Nothing to Prove by Jennie Allen
I’ve already read this book three times this year, and will probably read it again in the summer months. It is rich, and Jennie’s wisdom fills my soul. She reminded me over and over again to release my grip on life and stop trying to control everything. She reminded me to own my failures and apologize graciously. She reminded me to engage in pain and suffering, and let myself be touched by them rather than trying to run from them or be numb to them. So rich!

Present over Perfect by Shauna Niequist
Shauna’s words hit me hard, and were exactly what I needed to get me to face the fact that I had too much going on and needed to cut some things out of my life, and do more practicing of what I preach with my clients of, saying no to the good so you can say yes to the great.

4-Star Reads

Finding Spiritual Whitespace by Bonnie Gray
I have difficulty slowing down. Resting is not something I am good at. I realized that part of the reason why was that I didn’t know what rest actually looked like. Bonnie helped me define rest, as well as recognize that rest is different for each of us. She walked me through a process that left me with pages of notes of what rest means to me and how I am most replenished in body, mind, spirit, and soul.

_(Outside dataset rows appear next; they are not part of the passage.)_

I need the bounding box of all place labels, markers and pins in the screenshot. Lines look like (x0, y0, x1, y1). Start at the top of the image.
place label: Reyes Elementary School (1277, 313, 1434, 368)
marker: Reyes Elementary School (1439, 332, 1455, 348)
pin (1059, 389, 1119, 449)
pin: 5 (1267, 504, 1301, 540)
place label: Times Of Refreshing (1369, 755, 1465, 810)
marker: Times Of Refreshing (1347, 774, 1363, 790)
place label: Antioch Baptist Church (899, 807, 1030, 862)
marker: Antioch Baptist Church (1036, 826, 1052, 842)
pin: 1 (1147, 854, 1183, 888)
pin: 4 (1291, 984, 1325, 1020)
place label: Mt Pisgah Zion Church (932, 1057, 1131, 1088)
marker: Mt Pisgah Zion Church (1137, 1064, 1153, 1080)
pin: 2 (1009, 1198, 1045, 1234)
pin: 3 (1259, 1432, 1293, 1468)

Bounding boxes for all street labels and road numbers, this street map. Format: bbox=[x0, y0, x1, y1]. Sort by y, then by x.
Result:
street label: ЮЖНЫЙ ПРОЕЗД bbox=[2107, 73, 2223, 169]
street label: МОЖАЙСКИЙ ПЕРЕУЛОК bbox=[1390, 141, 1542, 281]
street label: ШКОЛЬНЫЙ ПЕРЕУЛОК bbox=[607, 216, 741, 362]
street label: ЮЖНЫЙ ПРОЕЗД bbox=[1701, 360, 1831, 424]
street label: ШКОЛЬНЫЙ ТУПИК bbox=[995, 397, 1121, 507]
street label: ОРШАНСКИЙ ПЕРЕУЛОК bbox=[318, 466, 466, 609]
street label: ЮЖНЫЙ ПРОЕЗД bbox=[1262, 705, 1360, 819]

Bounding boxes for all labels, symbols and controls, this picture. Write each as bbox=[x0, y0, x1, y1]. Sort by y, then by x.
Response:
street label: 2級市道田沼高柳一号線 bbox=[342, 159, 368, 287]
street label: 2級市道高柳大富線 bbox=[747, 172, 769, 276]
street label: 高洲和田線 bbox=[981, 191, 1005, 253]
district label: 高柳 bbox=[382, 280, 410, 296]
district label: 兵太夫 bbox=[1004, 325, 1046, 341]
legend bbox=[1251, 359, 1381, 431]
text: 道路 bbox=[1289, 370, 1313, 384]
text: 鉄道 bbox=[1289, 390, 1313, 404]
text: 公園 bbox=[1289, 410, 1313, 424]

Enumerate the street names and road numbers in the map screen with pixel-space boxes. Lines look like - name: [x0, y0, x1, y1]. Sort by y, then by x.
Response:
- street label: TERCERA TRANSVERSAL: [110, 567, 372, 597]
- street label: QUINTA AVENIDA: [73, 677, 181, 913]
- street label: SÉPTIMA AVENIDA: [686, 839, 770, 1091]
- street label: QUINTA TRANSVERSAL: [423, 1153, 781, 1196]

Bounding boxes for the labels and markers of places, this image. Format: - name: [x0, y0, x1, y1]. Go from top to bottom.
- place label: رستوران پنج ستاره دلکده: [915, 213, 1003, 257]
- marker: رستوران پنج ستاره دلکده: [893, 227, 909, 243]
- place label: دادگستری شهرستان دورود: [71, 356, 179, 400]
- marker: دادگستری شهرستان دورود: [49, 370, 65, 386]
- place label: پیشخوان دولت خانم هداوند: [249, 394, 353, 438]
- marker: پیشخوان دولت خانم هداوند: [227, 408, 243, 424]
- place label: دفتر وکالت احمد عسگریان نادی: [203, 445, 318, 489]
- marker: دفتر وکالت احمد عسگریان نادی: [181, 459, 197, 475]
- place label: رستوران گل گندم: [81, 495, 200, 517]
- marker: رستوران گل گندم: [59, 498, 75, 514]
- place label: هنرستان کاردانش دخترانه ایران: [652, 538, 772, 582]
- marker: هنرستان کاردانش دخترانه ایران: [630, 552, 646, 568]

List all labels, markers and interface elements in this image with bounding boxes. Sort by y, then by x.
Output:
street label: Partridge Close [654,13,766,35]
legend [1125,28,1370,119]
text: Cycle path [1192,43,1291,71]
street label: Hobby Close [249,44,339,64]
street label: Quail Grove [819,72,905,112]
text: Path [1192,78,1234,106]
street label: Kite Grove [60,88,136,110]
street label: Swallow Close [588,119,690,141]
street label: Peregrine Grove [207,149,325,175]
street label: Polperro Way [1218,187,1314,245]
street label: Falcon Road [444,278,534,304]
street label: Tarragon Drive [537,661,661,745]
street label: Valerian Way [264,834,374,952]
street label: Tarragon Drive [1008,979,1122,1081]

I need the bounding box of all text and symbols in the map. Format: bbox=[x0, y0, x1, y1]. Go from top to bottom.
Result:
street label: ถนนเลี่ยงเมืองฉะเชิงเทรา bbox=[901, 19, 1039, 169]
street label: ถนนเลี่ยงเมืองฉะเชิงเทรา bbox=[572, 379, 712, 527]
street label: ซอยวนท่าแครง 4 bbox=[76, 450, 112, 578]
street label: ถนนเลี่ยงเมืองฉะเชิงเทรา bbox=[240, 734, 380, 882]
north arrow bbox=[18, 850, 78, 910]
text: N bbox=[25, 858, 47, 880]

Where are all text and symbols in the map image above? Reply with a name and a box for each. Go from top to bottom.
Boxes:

The Magnolia Story by Chip and Joanna Gaines
I don’t really like Joanna’s decorating style (no offense to you, shiplap lovers), but I love watching she and Chip help people achieve their dream of having not just a house, but a home. Their memoir is a deeper glimpse into who they are and what brought them to where they are today, including some good lessons about money management and marital communication.

Becoming a Coaching Leader by Daniel Harkavy
Every business person needs to read this book. Whether you only manage yourself, or you manage a team of people, Daniel presents tangible and practical disciplines that everyone can benefit from. This is the main book that we, at Building Champions, use with our clients, and there is quantitative data that proves that, when applied, success happens.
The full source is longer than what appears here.